Re: RFC: Dynamic group limit

Mattias.Gronlund (Mattias.Gronlund@sa.erisoft.se)
Wed, 28 Jul 1999 12:05:11 +0200


Frank van Maarseveen wrote:
>
> On Tue, Jul 27, 1999 at 10:36:49AM +0200, Mattias.Gronlund wrote:
> > The proposal is to add a sysctl parameter kernel/ngroups_max that
> > is used as the maximum number of groups that a user can be member
> > of at once. The ngroup variable and group array are removed from
> > the task_struct and a pointer to a new groups_struct is added.
> IMO it is better to make the limit really dynamic: not all
> processes need the same number of groups. The size of a groups
> array might vary, even during the lifetime of a process.

Yes, but the only way (at the moment) the group-list get changed is
by sys_setgroups. This call gives a new list of groups, so i thought
that we might just allocate space for a new grouops-array and switch
to that one insted.

This way we get a fast fork (an increase of the referencecounter)
and a slow sys_setgroup (has to allocate memory). The slow
sys_setgroup may strike on some apps that changes its groups alot.
This could be compensated for by not allways switch to a new array.
The switch is only needed if the array is shared or if the new group-
list is to big to fit in the current array.

> That would eliminate the need for a sysctl.

Not really, the sysctl is a configurable maximum that the a sysadmin
could set for some reason.
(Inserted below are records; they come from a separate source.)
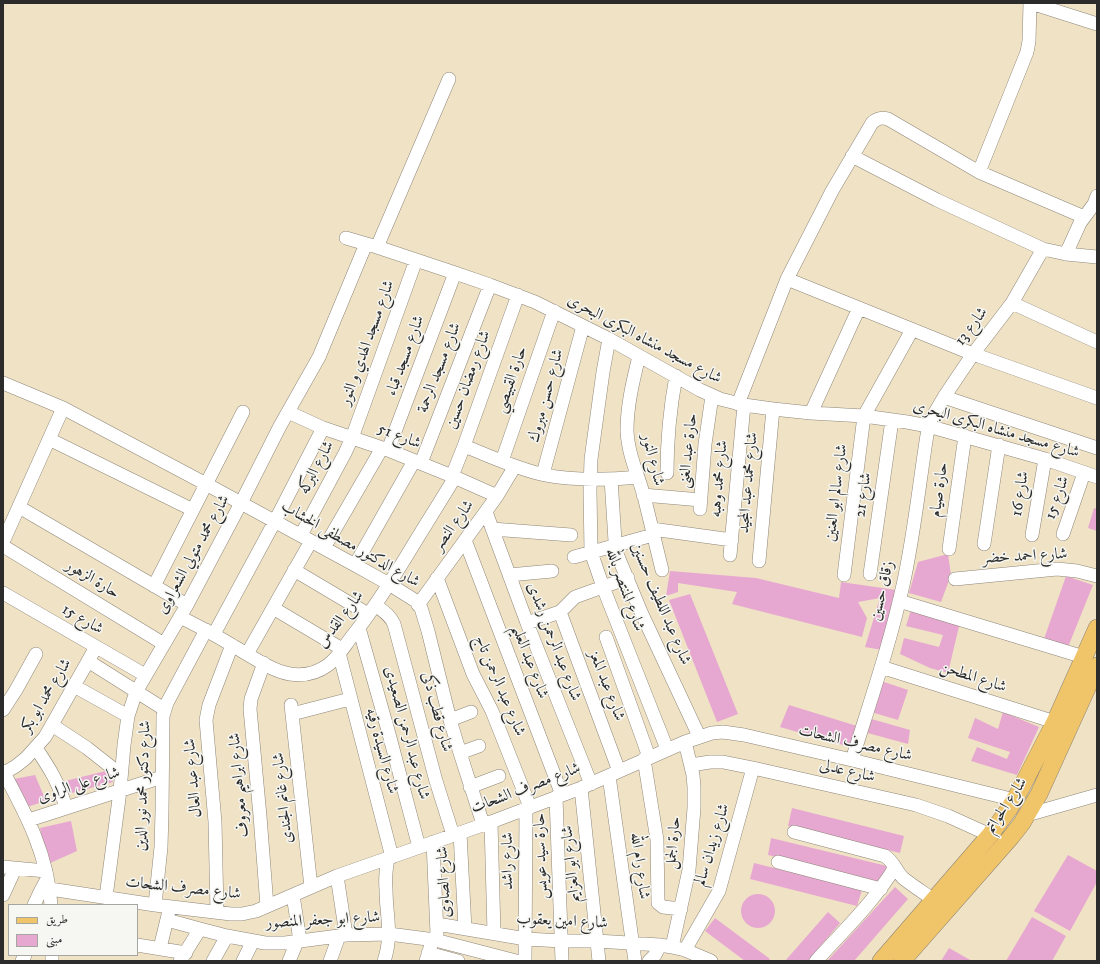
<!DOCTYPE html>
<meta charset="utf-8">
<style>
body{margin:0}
#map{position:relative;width:1100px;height:964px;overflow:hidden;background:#f0e2c5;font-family:"IM FELL DW Pica",Amiri,serif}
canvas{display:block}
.frame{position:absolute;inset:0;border:4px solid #2b2b2b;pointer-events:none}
.legend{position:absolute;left:8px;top:904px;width:130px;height:52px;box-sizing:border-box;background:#f6f6f2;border:1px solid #a5a5a2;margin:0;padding:5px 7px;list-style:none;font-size:12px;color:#2b2b2b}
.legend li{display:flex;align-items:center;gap:8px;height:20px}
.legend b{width:20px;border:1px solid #a5a5a2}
</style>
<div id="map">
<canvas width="1100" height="964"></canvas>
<div class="frame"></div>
<ul class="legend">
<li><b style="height:5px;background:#f0c469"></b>طريق</li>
<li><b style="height:11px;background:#e6a8d0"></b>مبنى</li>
</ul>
</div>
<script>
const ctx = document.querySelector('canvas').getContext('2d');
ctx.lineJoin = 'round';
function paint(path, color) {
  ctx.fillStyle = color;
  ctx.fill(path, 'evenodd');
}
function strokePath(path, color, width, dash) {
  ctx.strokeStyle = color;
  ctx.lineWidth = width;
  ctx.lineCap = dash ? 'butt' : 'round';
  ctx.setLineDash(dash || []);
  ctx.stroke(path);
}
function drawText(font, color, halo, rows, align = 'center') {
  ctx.font = font + ' "IM FELL DW Pica",Amiri,serif';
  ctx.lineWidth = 3;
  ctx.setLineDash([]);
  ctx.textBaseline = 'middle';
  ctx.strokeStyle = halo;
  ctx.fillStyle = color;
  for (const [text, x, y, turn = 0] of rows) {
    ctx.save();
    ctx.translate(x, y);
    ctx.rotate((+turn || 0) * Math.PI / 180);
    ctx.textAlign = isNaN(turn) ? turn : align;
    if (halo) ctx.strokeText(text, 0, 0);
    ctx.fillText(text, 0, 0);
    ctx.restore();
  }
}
const building = new Path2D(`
 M1094 508 1097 509V531L1088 528Z
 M948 554 951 575 941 602 909 593 918 562Z
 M670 571 756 578 839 598 841 582 896 590 882 650 865 647 880 598 858 602 867 618 862 637 732 604 737 592 678 583V592L666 596Z
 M1066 576 1093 585 1068 647 1044 639Z
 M690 594 738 714 717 722 669 600Z
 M911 610 960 622 948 673 930 668 900 654 904 638 939 647 943 635 906 626Z
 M881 681 908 690 898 720 871 712Z
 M789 705 857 726 850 747 780 727Z
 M1003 712 1039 727 1017 775 971 761 977 747 1007 759 1010 752 968 738 975 718 998 729Z
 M868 718 910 730 908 744 864 732Z
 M110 770 113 782 64 795 61 782Z
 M35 775 46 801 27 807 14 779Z
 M792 808 904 836 900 853 788 826Z
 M71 821 77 851 48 864 40 828Z
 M771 838 887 866 881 882 768 855Z
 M1068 855 1097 871V882L1070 931 1034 911Z
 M754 863 862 890 857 906 750 879Z
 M895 887 908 899 854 961H827Z
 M741 911a17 17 0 1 1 34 0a17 17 0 1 1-34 0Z
 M828 912 840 923 808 961H785Z
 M1032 917 1066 936 1052 961H1006Z
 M715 918 770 959 768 961H745L705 931Z
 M949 948 972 961H941Z`);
const minor = new Path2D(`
 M1031 3 1097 24
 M852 156 937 200 1043 249 1066 254 1097 257
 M979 172 1027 52 1029 41 1030 3
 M346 238 377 247 455 273 490 285 535 302 609 339 700 390 720 399 744 405 773 409 811 413 864 416 907 422 928 426 1045 459 1097 477
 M377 247 449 79
 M1066 254 1080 223 1094 204 1097 196
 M787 279 973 354 1097 398
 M1012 303 1097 342
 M609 339 603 372 591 459 590 490 591 552 603 587 667 749
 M639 356C633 381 627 405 627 431 628 454 638 475 644 496 650 521 656 545 662 570
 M3 383 63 408 206 484 355 565 389 584 416 601 421 608 428 631 450 720 460 753 483 824
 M944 397 1097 448
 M738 404 787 279 832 191 872 123C877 118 881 117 888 119L979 172 1084 217
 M288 412 323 428 388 450 452 476 497 496
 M811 413 859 308
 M49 439 193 510
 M464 446C490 456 517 469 545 475 576 481 607 480 638 477
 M388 450 455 273
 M502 461 554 311
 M421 463 490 285
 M667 473C667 440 670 408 676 376
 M543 474 583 326
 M452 476 464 446 518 295
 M611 479 615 541 617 554 641 612 699 736
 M643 495 701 500
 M19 507 187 605
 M700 509 705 444 712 396
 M486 512 527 623 591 784
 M492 529 571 535
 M652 529 732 540
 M1063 534 1084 473
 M301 535 345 453 352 438 416 260
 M1032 535 1045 459
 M465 540 562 795
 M3 542 63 408
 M984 544 999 445
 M3 546 164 644
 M324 548 382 448
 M949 549 965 436
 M730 555 744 405
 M574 557 653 535
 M759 561 773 409
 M355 565 414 461
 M294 570 368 614
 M870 574 892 420
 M509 575 552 571
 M844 575 864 416 912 330
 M437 578 473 674 492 711 530 807
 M955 579 1057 569 1077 571 1097 576
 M154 586 243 412
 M3 593 145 675
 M899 601 1084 657
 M375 605C383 611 390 615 394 624L436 781 453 835
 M418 605 497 496 515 466
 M273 608 342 649
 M560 612 619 771
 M180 617C198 626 216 635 233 646 250 655 271 671 290 674 303 676 317 673 328 665 338 658 345 645 353 635 373 611 389 584 406 557 422 530 439 504 455 477
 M527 623 560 612 575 597 628 578
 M359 628 389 734 419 847
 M214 634 275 521 323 428
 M606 637 649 757
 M339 653 392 857
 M247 654 311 541
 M88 661 164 709
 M264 663 251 699 250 709 260 816 267 906
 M881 667 1055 722
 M74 686 128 716
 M291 705 311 887
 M3 710 16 690 36 654
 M292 714 350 699
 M450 720 471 712
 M52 725 87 748 120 774
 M36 748C50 769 59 783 66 808
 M460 753 479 746
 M644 759 657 840 658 903 663 907 681 909
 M852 760C870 702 890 644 903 585 914 536 919 485 927 435L930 421 944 397 973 354 1012 303 1043 249
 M691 765 710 762H723L753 768 916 805 948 816 990 835
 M3 771C26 814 48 855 51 905
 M4 773 16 766 26 758 45 737 96 647
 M609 776 635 961
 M470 787 499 776
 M581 788 599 961
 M556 797 562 961
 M1027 815 1097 795
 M29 820 162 777
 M491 822 494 933
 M794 832 885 856C894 862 896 871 903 878 913 886 924 893 934 900
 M460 833 465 929
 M778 862 881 889
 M3 867 46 871
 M337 876 346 935
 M50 889 155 905 231 914H242L256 911 337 876 491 822 581 788 685 742 712 733 723 732 744 735 852 760 1015 800
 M3 895 15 869
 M293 895 300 941
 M106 897 120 791 124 745 128 716 136 692 187 605 241 503 280 426 319 357 366 244
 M34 905 40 892 47 879
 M155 905 161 847 162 812 163 716 167 703 206 630
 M217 912 215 822 206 720 209 705 232 645
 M167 920 200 929 227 936 265 943H285L346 935 389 934 435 940 516 961
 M437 924 526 939 562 941H597L660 945 672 947 685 950 711 961
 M137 945 186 953
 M672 947 689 870 694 808V787L693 775 685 742
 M160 948 169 911
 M685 950 719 891 753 768
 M428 953 458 961
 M52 955V961
 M22 961 25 955
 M180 961 200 929
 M213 961 227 936
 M243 961 253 941
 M289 961 297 942
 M330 961 339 936
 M384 961C393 935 386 915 386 889 385 879 386 869 388 858
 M426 961 431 945 437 934 433 842
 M525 961 526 809
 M649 961 655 955 660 945
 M816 961C843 931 874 902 895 867`);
const major = new Path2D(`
 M881 961 990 835 1009 809 1019 792 1055 722 1097 628
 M902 961 1011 837 1022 823 1039 794 1097 666`);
const streetNames = [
 ["شارع 13",972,327,-53],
 ["شارع مسجد منشاه البكرى البحرى",644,340,28],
 ["شارع مسجد الهدي و النور",368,343,-70],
 ["شارع مسجد قباء",406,356,-70],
 ["شارع مسجد الرحمة",440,368,-69],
 ["شارع رمضان حسين",469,380,-70],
 ["حارة القبيصي",512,380,-71],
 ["شارع حسن مبروك",547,396,-75],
 ["شارع مسجد منشاه البكرى البحرى",996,430,16],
 ["شارع 51",399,437,21],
 ["حارة عبد الغنى",689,451,-84],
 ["شارع النور",652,460,76],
 ["شارع البركه",317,468,-62],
 ["شارع محمد وهبه",720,479,-85],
 ["شارع محمد عبد المجيد",749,483,-85],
 ["حارة صيام",940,490,-82],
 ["شارع سالم ابو العنين",837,493,-83],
 ["شارع 16",1021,494,-81],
 ["شارع 21",864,495,-82],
 ["شارع 15",1058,498,-71],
 ["شارع النصر",454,526,-54],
 ["شارع الدكتور مصطفى الخشاب",350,545,30],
 ["شارع محمد متولي الشعراوى",194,555,-61],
 ["شارع احمد خضر",1025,557,-3],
 ["حارة الزهور",92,580,31],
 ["شارع المنتصر بالله",624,590,70],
 ["زقاق حسين",883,591,-77],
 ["شارع عبد اللطيف حسنين",660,604,67],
 ["شارع 15",82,620,30],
 ["شارع القدس",341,620,-53],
 ["شارع عبد الرحمن رشدى",553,642,69],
 ["شارع عبد العليم",529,662,69],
 ["شارع المطحن",973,678,18],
 ["شارع عبد الرحمن تاج",499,686,67],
 ["شارع عبد المعز",606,686,69],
 ["شارع محمد ابو بكر",47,696,-59],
 ["شارع قطب ذكى",436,712,75],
 ["شارع عبد الرحمن الصعيدى",406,733,75],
 ["شارع مصرف الشحات",855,744,13],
 ["شارع السيدة رقيه",381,751,75],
 ["شارع عدلى",847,772,13],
 ["شارع عبد العال",194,778,-95],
 ["شارع ابراهيم معروف",240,785,-95],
 ["شارع على الراوى",79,786,-18],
 ["شارع دكتور محمد نور الدين",144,786,-88],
 ["شارع مصرف الشحات",526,789,-21],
 ["شارع غانم الجندى",284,798,-96],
 ["شارع الحواتم",1007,806,-57],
 ["حارة الجمل",674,843,-85],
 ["شارع زيدان سالم",713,845,-73],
 ["حارة سيد عويس",542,856,-92],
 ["شارع راشد",509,861,-90],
 ["شارع ابو العزايم",572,864,-96],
 ["شارع رام الله",639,866,82],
 ["شارع الصاوى",445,882,-93],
 ["شارع مصرف الشحات",183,889,6],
 ["شارع ابو جعفر المنصور",323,921,-3],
 ["شارع امين يعقوب",562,922,3]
];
paint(building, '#e6a8d0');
strokePath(minor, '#8e8678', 14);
strokePath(major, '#8e8678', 18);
strokePath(minor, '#fff', 13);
strokePath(major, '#f0c469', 17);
drawText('16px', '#2b2b2b', '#f6f6f2', streetNames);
</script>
As POSIX has support for a "dynamic" limit
and it isn't a problem to implement I see no reason not to.

>
> At my company we've set NGROUPS_MAX to 256 and adadpted the NFS
> client code to handle >16 groups. I guess that adding 256*sizeof(gid_t)
> to the struct task_struct (i.e. 0.5/1.0 Kb increase for every process) is
> not a big memory issue when looking at the average size of a
> process. However, this becomes interesting if you want to use
> a really *large* number of groups, say 100K or more. Now memory
> will be an issue and looking up a group id in the group list becomes
> an additional performance problem (see in_group_p() in kernel/sys.c:
> might want to use a hash table or a binary tree there).

I have checked your NFS-patch and thought a lot about it, but I see that
as one of the next step problems in this.

The problem with changing NGROUPS_MAX is that this is a constant that
gets
compiled into binarys. If I buy a program with no source I might get
trouble.

You are right, there is a need for a new algorithm when allowing more
groups.
I do not know enought about searching algorithms to just stef forward
and say
which to use, I might just try to implement it with a hash...

> So, for (let's say) <1000 groups a #define will do but otherwise a
> whole new implementation will be necessary.

I think that the problem is that I can not see a default setting of 1000
comming, and it would still just be moving the limit a bit, who know
what
these groups finds for interesting usage in the future?